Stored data
===
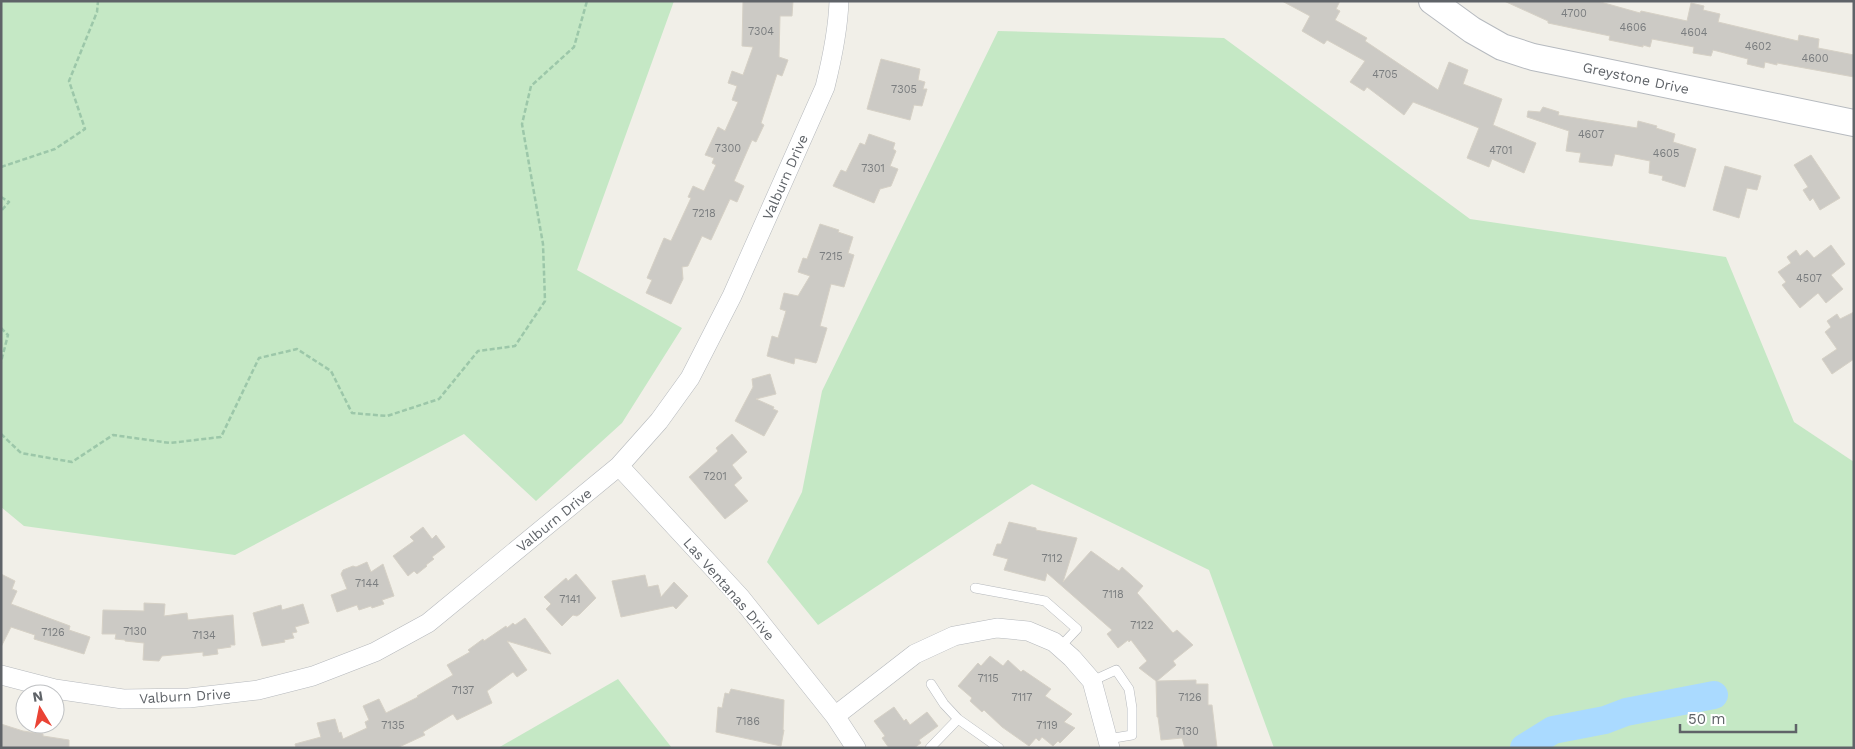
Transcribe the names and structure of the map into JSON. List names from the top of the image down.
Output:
{
  "streets": {
    "street": ["Greystone Drive", "Valburn Drive", "Las Ventanas Drive"]
  },
  "crossings": [
    ["Valburn Drive", "Las Ventanas Drive"]
  ],
  "house_numbers": [
    "4700",
    "4606",
    "7304",
    "4604",
    "4602",
    "4600",
    "4705",
    "7305",
    "4607",
    "7300",
    "4701",
    "4605",
    "7301",
    "7218",
    "7215",
    "4507",
    "7201",
    "7112",
    "7144",
    "7118",
    "7141",
    "7122",
    "7130",
    "7126",
    "7134",
    "7115",
    "7137",
    "7117",
    "7126",
    "7186",
    "7135",
    "7119",
    "7130"
  ],
  "scale_bar": "50 m",
  "north": "top"
}
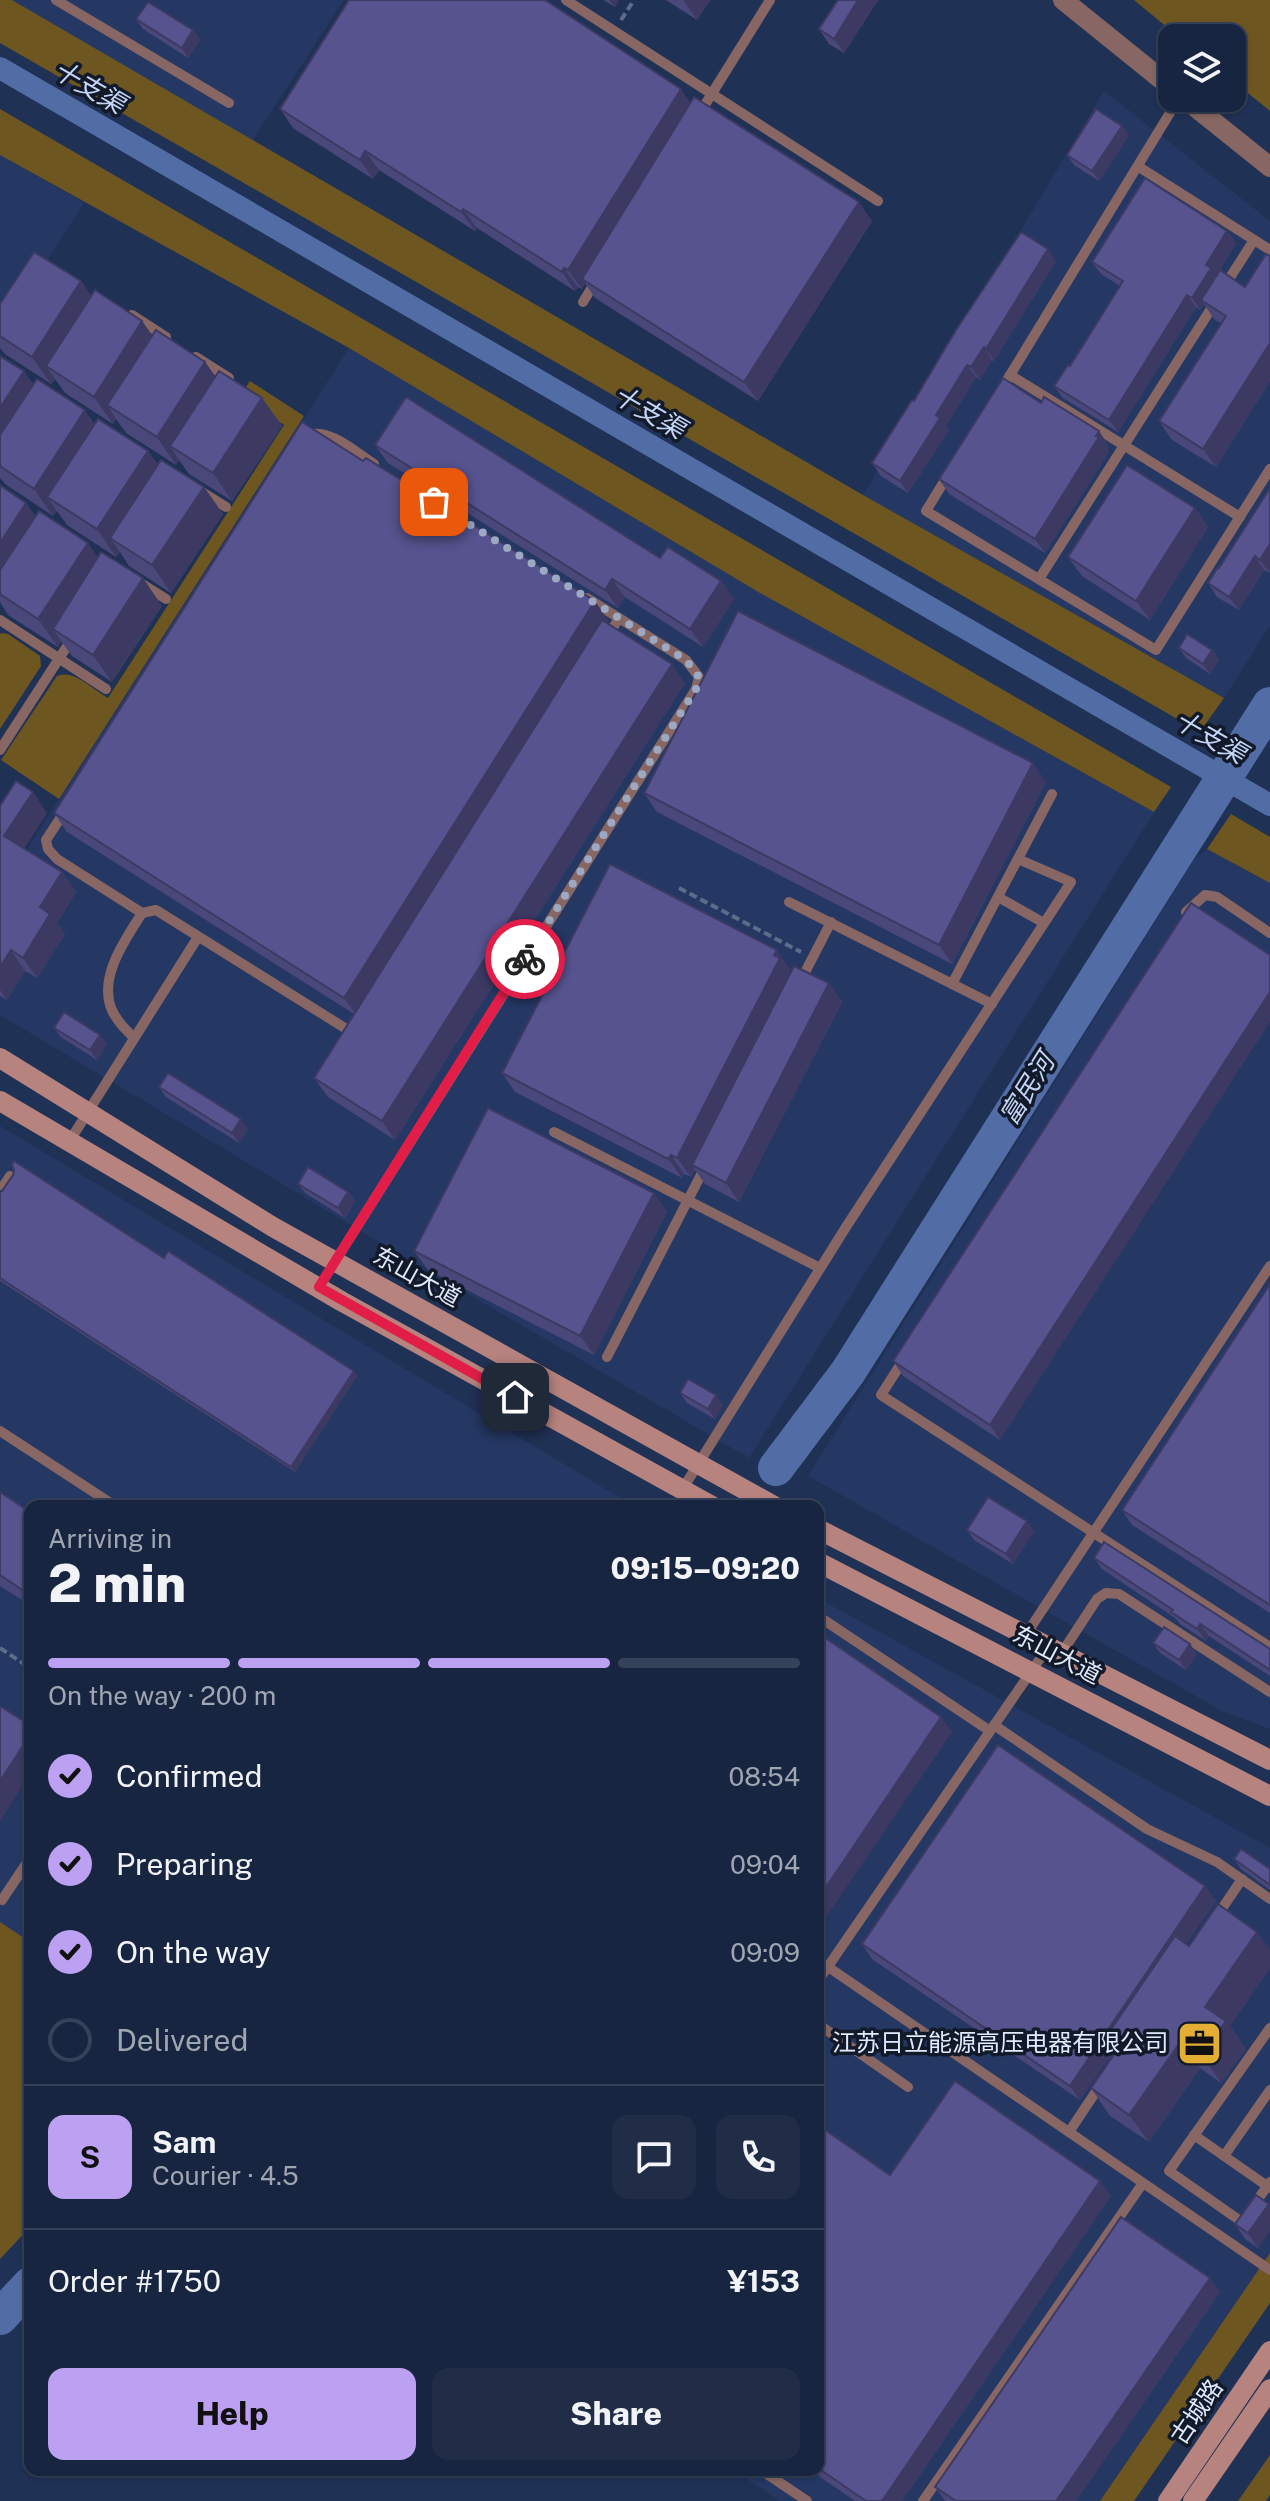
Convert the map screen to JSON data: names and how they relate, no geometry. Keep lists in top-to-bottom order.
{
  "streets": {
    "main road": ["东山大道", "古城路"]
  },
  "water": ["十支渠", "富民河"],
  "places": {
    "office": ["江苏日立能源高压电器有限公司"]
  },
  "page": {
    "heading": ["2 min", "Arriving in", "09:15–09:20"],
    "panel": [
      "Sam",
      "Courier · 4.5",
      "Order #1750",
      "¥153"
    ],
    "bar": "On the way · 200 m",
    "list": [
      ["Confirmed", "08:54"],
      ["Preparing", "09:04"],
      ["On the way", "09:09"],
      "Delivered"
    ],
    "round": "S",
    "buttons": ["Help", "Share"]
  }
}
===
The problem => Write out each entry exactly; any pictures stay out of the copy.

Response to the exercise =>
Transcribe the names and structure of the map into JSON. List names from the top of the image down.
Output:
{
  "streets": {
    "street": ["Greystone Drive", "Valburn Drive", "Las Ventanas Drive"]
  },
  "crossings": [
    ["Valburn Drive", "Las Ventanas Drive"]
  ],
  "house_numbers": [
    "4700",
    "4606",
    "7304",
    "4604",
    "4602",
    "4600",
    "4705",
    "7305",
    "4607",
    "7300",
    "4701",
    "4605",
    "7301",
    "7218",
    "7215",
    "4507",
    "7201",
    "7112",
    "7144",
    "7118",
    "7141",
    "7122",
    "7130",
    "7126",
    "7134",
    "7115",
    "7137",
    "7117",
    "7126",
    "7186",
    "7135",
    "7119",
    "7130"
  ],
  "scale_bar": "50 m",
  "north": "top"
}
Convert the map screen to JSON data: names and how they relate, no geometry. Keep lists in top-to-bottom order.
{
  "streets": {
    "main road": ["东山大道", "古城路"]
  },
  "water": ["十支渠", "富民河"],
  "places": {
    "office": ["江苏日立能源高压电器有限公司"]
  },
  "page": {
    "heading": ["2 min", "Arriving in", "09:15–09:20"],
    "panel": [
      "Sam",
      "Courier · 4.5",
      "Order #1750",
      "¥153"
    ],
    "bar": "On the way · 200 m",
    "list": [
      ["Confirmed", "08:54"],
      ["Preparing", "09:04"],
      ["On the way", "09:09"],
      "Delivered"
    ],
    "round": "S",
    "buttons": ["Help", "Share"]
  }
}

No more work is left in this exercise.